When the model called `read_file` with a code-execution path (e.g.
`/mnt/data/sentinel.txt`), the handler returned a misleading
`Use format: {skillName}/{path}` error. Adds a sandbox-aware fallback:

- Short-circuit `/mnt/data/...` (can never be a skill reference) →
  route to a sandbox `cat` via the new host-provided `readSandboxFile`
  callback, which POSTs to the codeapi `/exec` endpoint.
- Skip the skill resolver entirely when `accessibleSkillIds` is empty
  — the resolved-output of `resolveAgentScopedSkillIds` already
  collapses the admin capability + ephemeral badge + persisted
  `skills_enabled` chain, so an empty value is the authoritative
  "skills aren't in scope for this agent" signal.
- For `{firstSegment}/...` paths, consult the catalog-derived
  `activeSkillNames` Set (no DB read) to detect non-skill names and
  fall through to the sandbox before the model has to retry with
  `bash_tool`.

`activeSkillNames` is captured from `injectSkillCatalog`, threaded onto
`InitializedAgent`, into `agentToolContexts`, then through
`enrichWithSkillConfigurable` into `mergedConfigurable` for the handler.

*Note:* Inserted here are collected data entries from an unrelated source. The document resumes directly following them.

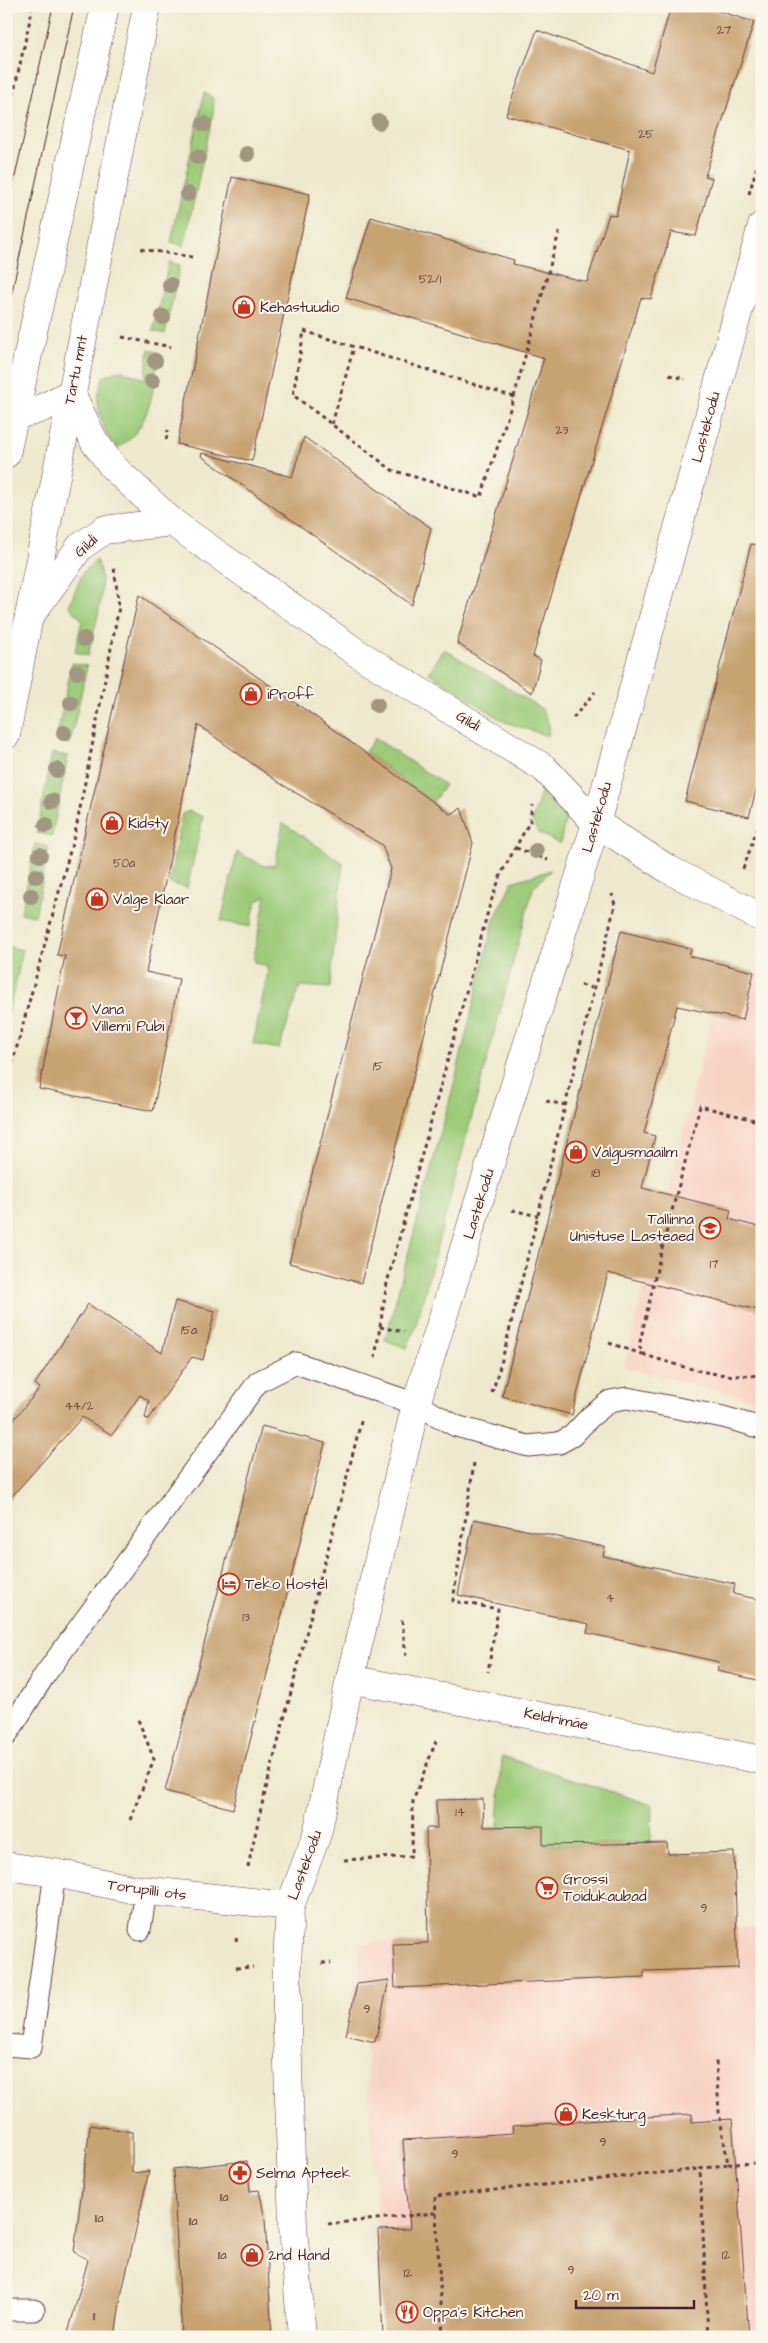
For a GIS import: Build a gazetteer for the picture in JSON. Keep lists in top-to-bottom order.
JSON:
{
  "streets": {
    "street": [
      "Tartu mnt",
      "Lastekodu",
      "Gildi",
      "Keldrimäe",
      "Torupilli ots"
    ]
  },
  "crossings": [
    ["Tartu mnt", "Gildi"],
    ["Lastekodu", "Gildi"],
    ["Lastekodu", "Keldrimäe"],
    ["Lastekodu", "Torupilli ots"]
  ],
  "places": {
    "shop": [
      "Kehastuudio",
      "iProff",
      "Kidsty",
      "Valge Klaar",
      "Valgusmaailm",
      "Keskturg",
      "2nd Hand"
    ],
    "bar": ["Vana Villemi Pubi"],
    "school or university": ["Tallinna Unistuse Lasteaed"],
    "hotel": ["Teko Hostel"],
    "supermarket": ["Grossi Toidukaubad"],
    "pharmacy": ["Selma Apteek"],
    "restaurant": ["Oppa's Kitchen"]
  },
  "house_numbers": [
    "27",
    "25",
    "52/1",
    "23",
    "50a",
    "15",
    "18",
    "17",
    "15a",
    "44/2",
    "4",
    "13",
    "14",
    "9",
    "9",
    "9",
    "9",
    "11a",
    "11a",
    "11a",
    "11a",
    "12",
    "9",
    "12",
    "11"
  ],
  "scale_bar": "20 m"
}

The host implementation of `readSandboxFile` lives in
`api/server/services/Files/Code/process.js` and shells `cat <path>`
through the seeded sandbox session — `tc.codeSessionContext`
(emitted by ToolNode for `read_file` calls in `@librechat/agents`
v3.1.72+) provides the `session_id` + `_injected_files` so the read
lands in the same sandbox that holds prior-turn artifacts. When the
seeded context isn't available (older agents version, no codeapi
configured), the handler returns a model-visible error pointing at
`bash_tool` instead of silently failing.

Tests: 8 new `handleReadFileCall` cases cover the new short-circuits,
the skills-not-enabled gate, the activeSkillNames lookup, the
sandbox-fallback success path, and the bash_tool retry hint on
fallback failure. Existing `read_file` tests now opt into "skills are
in scope" via a `skillsInScope()` fixture (production wouldn't reach
the skill lookup with empty `accessibleSkillIds`).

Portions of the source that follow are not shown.